> _Required action_
Type the entries again, word for word.

Saved entries
****

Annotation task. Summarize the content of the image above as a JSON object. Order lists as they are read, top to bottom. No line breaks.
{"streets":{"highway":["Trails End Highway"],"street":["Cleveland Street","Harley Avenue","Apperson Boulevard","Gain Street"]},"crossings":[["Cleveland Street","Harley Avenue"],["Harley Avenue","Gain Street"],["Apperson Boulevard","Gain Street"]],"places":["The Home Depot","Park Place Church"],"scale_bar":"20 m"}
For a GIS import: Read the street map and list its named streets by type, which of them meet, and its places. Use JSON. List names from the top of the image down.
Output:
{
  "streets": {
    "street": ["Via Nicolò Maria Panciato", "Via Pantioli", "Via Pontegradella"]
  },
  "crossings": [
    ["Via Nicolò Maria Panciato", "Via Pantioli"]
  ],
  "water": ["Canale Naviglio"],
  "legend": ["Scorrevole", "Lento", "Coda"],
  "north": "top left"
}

****

> _Exercise result_
Annotation task. Summarize the content of the image above as a JSON object. Order lists as they are read, top to bottom. No line breaks.
{"streets":{"highway":["Trails End Highway"],"street":["Cleveland Street","Harley Avenue","Apperson Boulevard","Gain Street"]},"crossings":[["Cleveland Street","Harley Avenue"],["Harley Avenue","Gain Street"],["Apperson Boulevard","Gain Street"]],"places":["The Home Depot","Park Place Church"],"scale_bar":"20 m"}
For a GIS import: Read the street map and list its named streets by type, which of them meet, and its places. Use JSON. List names from the top of the image down.
Output:
{
  "streets": {
    "street": ["Via Nicolò Maria Panciato", "Via Pantioli", "Via Pontegradella"]
  },
  "crossings": [
    ["Via Nicolò Maria Panciato", "Via Pantioli"]
  ],
  "water": ["Canale Naviglio"],
  "legend": ["Scorrevole", "Lento", "Coda"],
  "north": "top left"
}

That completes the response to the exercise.